Maar hulde, hier dus van bij de aftrap een album vol nieuwe Purple-klassiekers. Als een verdacht tikkende tijdbom komt een duizelend Show Me =1 binnen. Gillan aan zet. Het eerste kenmerkend spetterend duel tussen bovenaardse keyboards van Airey en de vingerzettingen van nieuwkomer McBride die al zonder blozen een honderdmetersprintje richting Ritchie Blackmore aandurft. Wat een explosieve entree! Duidelijk, zoals die twee hier supersonisch zomaar gelijke tred houden, die zijn al veel langer op elkaar ingespeeld. Inderdaad, McBride beroerde al de snaren in Airey’s Don Airey Orchestra.

Vergeet op het zware, sinister klinkende A Bit on the Side – monsterrocker van een song – rond minuut 3:00 vooral weer je bewonderend applausje voor McBride niet. Een man, gewoon vol vertrouwen helemaal zichzelf in het verzinnen van dergelijke opmerkelijk gierende solo. En het orgel en de keyboards en niet in het minst de strakke ritmesectie van Paice en Glover, ze zitten allemaal perfect in de mix.

Hetzelfde geldt voor het vurig swingende Sharp Shooter, sterk muzikaal staaltje van het collectief. Hier schudt little Simon andermaal op grootse wijze zomaar die maffe riff uit zijn mouwen en daartussen heerst met de glimlach ook Don Airey alomtegenwoordig.

Nog meer onmiskenbare old-school Purple-flair spat er af in de opzwepende single Portable Door. Je voelt muzikaal een Black Night-deining door de aderen stuwen, vocaal zit Gillan helemaal in Mary Long-modus. Glansrol ook voor de meesterlijk zijn toetsen geselende Airey, naast de immer intens solerende McBride.

In de knetterende uptempo-rock-‘n-roller Old-Fangled Thing herinnert Gillan zowaar aan oersong Living Wreck en zoeken zijn stembanden op het einde eerbaar de hoogste regionen. Bovendien krijgen we weer een prachtig robbertje duelleren tussen Airey en McBride, waarin de instrumenten telkens in een verschroeiend tempo de stok wisselen.

In de classic Purple-ballade If I Were You dan is, na de openende gitaarsolo, nu de klasse van crooner Gillan aan de beurt. Uitmuntend soulvol gezongen en door de hele band sereen begeleid en met een gezamenlijk a capella afgerond. En wat moois voegt ook snaak McBride er nu toch weer aan toe.

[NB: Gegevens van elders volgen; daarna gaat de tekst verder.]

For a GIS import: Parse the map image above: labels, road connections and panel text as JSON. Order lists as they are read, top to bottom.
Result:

Volgt de schitterende single Pictures of You. Neen, geen doublure van Pictures of Home, maar een heus melodieus exploot dat aantoont hoe je als verenigde band vol maestro’s tot pure classic rock van wereldklasse komt. Na de groove en de hooks dimt Bob Ezrin alles dan episch met een aangename, lichte Pink Floyd/Mike Oldfield-toets in de outro.

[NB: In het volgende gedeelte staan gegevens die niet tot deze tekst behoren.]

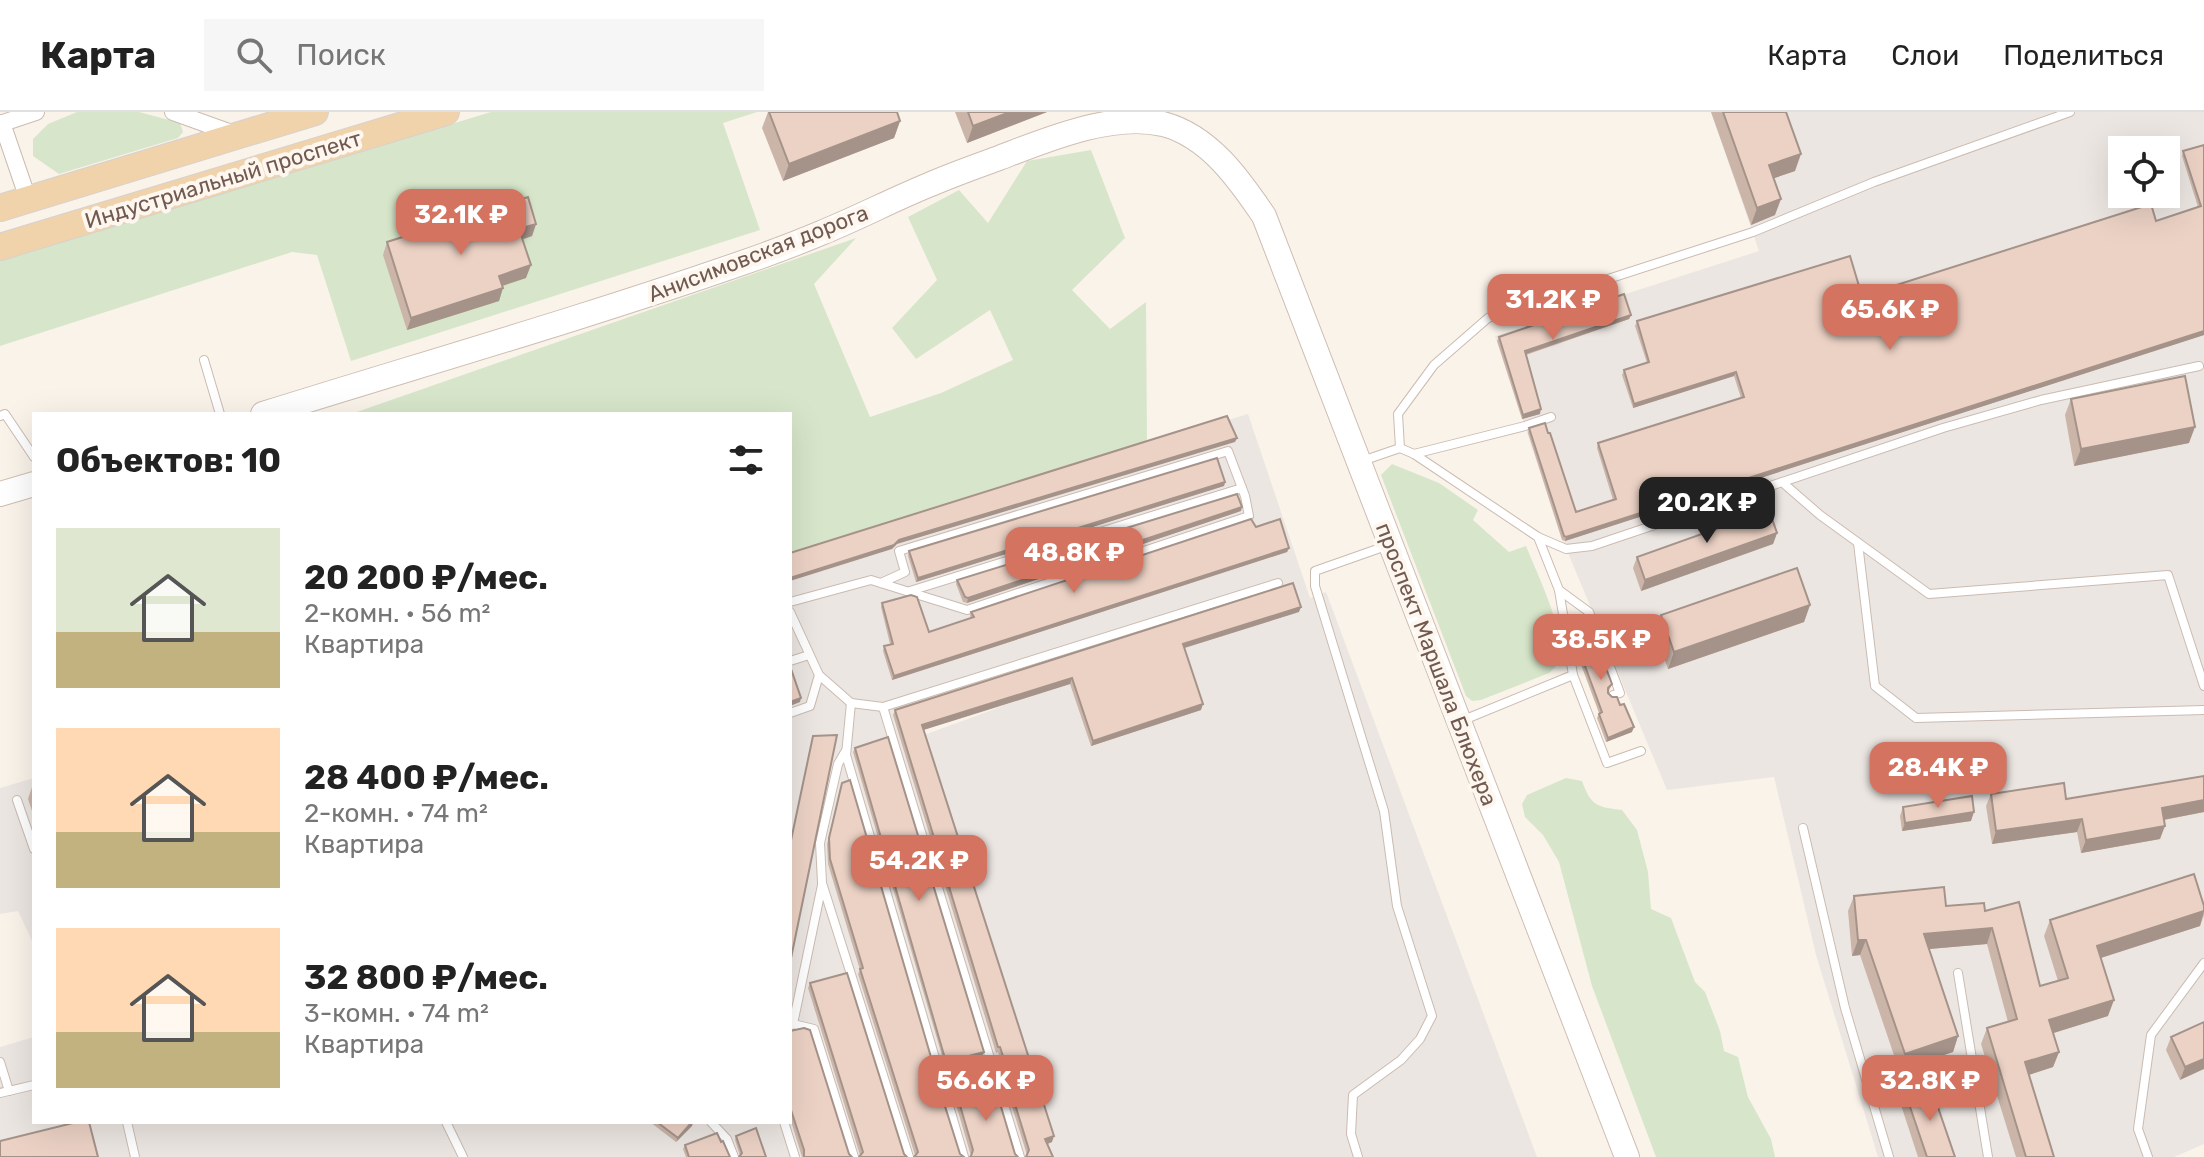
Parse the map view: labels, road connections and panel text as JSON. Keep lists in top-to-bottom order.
{
  "streets": {
    "main road": ["Индустриальный проспект"],
    "street": ["Анисимовская дорога", "проспект Маршала Блюхера"]
  },
  "crossings": [
    ["Анисимовская дорога", "проспект Маршала Блюхера"]
  ],
  "page": {
    "header": "Карта",
    "search": "Поиск",
    "nav": ["Карта", "Слои", "Поделиться"],
    "price": [
      "32.1K ₽",
      "31.2K ₽",
      "65.6K ₽",
      "20.2K ₽",
      "48.8K ₽",
      "38.5K ₽",
      "28.4K ₽",
      "54.2K ₽",
      "56.6K ₽",
      "32.8K ₽"
    ],
    "heading": "Объектов: 10",
    "list": [
      {
        "name": "20 200 ₽/мес.",
        "note": "2-комн. · 56 m² · Квартира"
      },
      {
        "name": "28 400 ₽/мес.",
        "note": "2-комн. · 74 m² · Квартира"
      },
      {
        "name": "32 800 ₽/мес.",
        "note": "3-комн. · 74 m² · Квартира"
      }
    ]
  }
}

I’m Saying Nothin’, nog een groovy song hier geënt op die gekende dooddoener van Peter Sellers. Prima gezongen en opgesmukt met de nodige helse, licht fantastische toetsen- en gitaarsolo’s.

In de potige single Lazy Sod – hinten ze hier nu naar Lazy? – steekt McBride dan van wal met een knoert van een openingsriff en gaat het met de twee gitaar- en keyboardsolo’s regelrecht vooruit. Rock dus om weer duimen en vingers bij af te likken. Wat zijn de heren heerlijk op dreef.

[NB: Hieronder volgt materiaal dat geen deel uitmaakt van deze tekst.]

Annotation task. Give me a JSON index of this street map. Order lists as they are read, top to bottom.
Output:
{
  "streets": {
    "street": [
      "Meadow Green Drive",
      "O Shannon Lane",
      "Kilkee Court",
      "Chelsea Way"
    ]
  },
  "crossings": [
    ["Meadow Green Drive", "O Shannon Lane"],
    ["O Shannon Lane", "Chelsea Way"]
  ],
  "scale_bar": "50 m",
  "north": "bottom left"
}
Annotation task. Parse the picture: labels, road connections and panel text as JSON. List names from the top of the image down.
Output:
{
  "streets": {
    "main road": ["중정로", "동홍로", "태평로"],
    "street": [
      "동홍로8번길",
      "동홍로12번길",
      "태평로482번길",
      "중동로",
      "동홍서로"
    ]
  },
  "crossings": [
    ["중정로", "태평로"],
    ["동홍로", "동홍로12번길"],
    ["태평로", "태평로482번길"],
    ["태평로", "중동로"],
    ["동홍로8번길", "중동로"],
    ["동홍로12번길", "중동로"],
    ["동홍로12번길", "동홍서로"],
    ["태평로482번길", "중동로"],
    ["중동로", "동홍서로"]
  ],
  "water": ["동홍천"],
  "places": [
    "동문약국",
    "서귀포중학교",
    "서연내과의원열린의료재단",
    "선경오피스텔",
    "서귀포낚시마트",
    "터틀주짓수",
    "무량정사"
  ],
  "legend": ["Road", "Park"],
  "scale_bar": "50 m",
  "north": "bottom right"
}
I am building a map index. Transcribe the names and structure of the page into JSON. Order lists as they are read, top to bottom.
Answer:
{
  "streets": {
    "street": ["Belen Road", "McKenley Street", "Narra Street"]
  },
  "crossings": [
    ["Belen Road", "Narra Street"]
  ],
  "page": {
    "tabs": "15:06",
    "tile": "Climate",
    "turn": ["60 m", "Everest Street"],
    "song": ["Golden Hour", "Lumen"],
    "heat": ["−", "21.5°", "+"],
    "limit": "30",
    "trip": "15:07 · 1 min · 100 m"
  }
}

Now You’re Talkin’ , een krachtige, krijsend rockende Gillan in een memorabele compositie vintage Deep Purple die je helemaal terug katapulteert naar de wilde jaren van Machine Head. Perfecte song.

Zonder er schatplichtig aan te zijn, start ook het rollende powernummer No Money to Burn helemaal in de sfeer van het meer dan een halve eeuw oudere Demons Eye. Keihard en om van te smullen.

Het lieflijke I’ll Catch You is dan de briljante rock-‘n-rollballad als eerbetoon aan Bron, Gillans overleden vrouw. Podium vol emotie tijdens dit hoogtepunt met Gillans hartverscheurende zang en McBride’s aanleunende, hemels inlevende gitaarsolo. “I’ll catch you in my arms…”. Kippenvel.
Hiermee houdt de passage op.